Pour résumer les caractéristiques analysées précédemment, le tableau page suivante

Illustration
Tableau comparatif des différents médias

donne quelques points de repère. Il paraît sinon pertinent, au moins intéressant de comparer le livre imprimé, le LET et le micro-ordinateur portable. L’assistant personnel numérique a des caractéristiques proches du LET. L’annonce du eBookman de la société Franklin 50 amorce un rapprochement entre l’assistant personnel numérique et le LET. L’évolution du micro-ordinateur portable (compacité, lisibilité de l’écran, nouveaux dispositifs logiciels) devrait pouvoir le transformer en LET de qualité. Le micro-ordinateur portable se rapprocherait ainsi du LET, ce dernier demeurant un dispositif technique spécifique (absence de parties mécaniques, grande portabilité, etc.) dédié à la lecture avec des fonctions spécialisées de plus en plus riches. D’autres LET vont bientôt voir le jour (cf. l’annonce de Gemstar-Thomson Multimédia citée en note).

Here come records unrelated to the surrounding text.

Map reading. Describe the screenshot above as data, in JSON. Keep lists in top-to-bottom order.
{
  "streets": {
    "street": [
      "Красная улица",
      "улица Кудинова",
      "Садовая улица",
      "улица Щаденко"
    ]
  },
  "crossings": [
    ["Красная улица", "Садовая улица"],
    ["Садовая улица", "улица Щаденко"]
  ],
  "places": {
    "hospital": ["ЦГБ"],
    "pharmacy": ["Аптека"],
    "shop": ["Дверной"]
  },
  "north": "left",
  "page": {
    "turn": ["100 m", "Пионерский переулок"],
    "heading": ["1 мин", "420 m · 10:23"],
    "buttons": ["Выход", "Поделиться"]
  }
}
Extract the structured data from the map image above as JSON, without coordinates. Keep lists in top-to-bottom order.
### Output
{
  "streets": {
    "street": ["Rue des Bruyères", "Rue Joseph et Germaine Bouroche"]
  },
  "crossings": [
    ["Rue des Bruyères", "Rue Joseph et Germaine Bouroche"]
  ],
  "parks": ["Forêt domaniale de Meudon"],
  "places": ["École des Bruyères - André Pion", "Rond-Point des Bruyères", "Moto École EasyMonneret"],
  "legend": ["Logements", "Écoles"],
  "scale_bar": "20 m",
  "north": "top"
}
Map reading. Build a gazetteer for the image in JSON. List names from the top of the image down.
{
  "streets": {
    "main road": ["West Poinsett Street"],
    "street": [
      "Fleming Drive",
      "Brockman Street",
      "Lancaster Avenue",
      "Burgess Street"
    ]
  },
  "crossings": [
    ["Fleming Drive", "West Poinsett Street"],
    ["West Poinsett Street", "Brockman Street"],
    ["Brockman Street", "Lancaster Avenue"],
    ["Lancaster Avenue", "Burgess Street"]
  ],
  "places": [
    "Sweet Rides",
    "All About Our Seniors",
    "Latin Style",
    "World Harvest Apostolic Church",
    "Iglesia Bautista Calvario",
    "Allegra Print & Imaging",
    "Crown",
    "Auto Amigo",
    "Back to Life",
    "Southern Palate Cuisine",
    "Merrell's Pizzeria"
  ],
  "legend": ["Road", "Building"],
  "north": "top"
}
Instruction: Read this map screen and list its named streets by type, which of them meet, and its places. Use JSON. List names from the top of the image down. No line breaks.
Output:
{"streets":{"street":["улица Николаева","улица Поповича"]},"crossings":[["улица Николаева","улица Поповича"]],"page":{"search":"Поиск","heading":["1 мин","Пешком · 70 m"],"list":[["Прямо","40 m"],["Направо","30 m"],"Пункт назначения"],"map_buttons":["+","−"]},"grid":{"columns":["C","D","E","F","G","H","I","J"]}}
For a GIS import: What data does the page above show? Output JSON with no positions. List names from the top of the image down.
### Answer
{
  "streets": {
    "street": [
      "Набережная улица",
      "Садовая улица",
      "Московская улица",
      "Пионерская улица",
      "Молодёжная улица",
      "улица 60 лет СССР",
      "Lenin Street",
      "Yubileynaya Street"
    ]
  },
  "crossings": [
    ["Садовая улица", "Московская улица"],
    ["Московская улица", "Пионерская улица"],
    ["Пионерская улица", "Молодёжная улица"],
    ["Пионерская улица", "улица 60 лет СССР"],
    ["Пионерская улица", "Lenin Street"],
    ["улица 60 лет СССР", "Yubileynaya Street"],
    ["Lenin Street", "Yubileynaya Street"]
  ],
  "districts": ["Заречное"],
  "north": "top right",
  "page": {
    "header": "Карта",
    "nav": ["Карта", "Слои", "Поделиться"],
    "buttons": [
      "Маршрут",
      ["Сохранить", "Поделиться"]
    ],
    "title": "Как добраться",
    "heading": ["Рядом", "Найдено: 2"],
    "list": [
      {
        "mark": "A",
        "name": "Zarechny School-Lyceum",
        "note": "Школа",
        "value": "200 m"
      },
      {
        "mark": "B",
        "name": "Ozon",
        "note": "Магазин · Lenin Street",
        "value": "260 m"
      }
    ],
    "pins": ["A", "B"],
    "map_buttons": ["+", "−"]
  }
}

À côté de ces LET, notons l’existence d’un projet, l’@folio, qui vise à réaliser un porte-documents électronique permettant de lire confortablement des pages récupérées sur le Web ou ailleurs. L’approche retenue consiste à utiliser le fichier destiné à une imprimante pour l’afficher sur cet « écran avec mémoire pour fac-similé » pour reprendre les termes de son concepteur, Pierre Schweitzer 51. Ce porte-documents, léger et très faible consommateur d’énergie, pourrait se substituer à l’impression de nombreux documents de quelques pages (messages, articles, brèves) que beaucoup de lecteurs ont tendance à imprimer.

Passage du livre au texte électronique

Au terme de ce petit voyage dans l’univers technique du livre électronique, nous sommes restés à la surface des choses, évoquant à peine les questions les plus difficiles relatives aux processus cognitifs mis en oeuvre dans l’acte de lecture et aux effets sur ceux-ci de la lecture sur écran par rapport à la lecture sur papier. La lecture sur support électronique entraîne le lecteur vers une Métalecture 52 qui transforme sa relation aux textes. Comme le rappelle Roger Chartier : « Dans ses structures essentielles, le livre n’est pas modifié par l’invention de Gutenberg » 53. Le passage du volumen au codex a suscité un bouleversement autrement profond dans l’acte de lecture et, selon le même auteur, « la révolution du texte électronique sera elle aussi une révolution de la lecture. Lire sur un écran n’est pas lire dans un codex » 54. Ces lignes ont été publiées en juin 1994, et donc quelques années avant l’apparition des livres électroniques-tablettes.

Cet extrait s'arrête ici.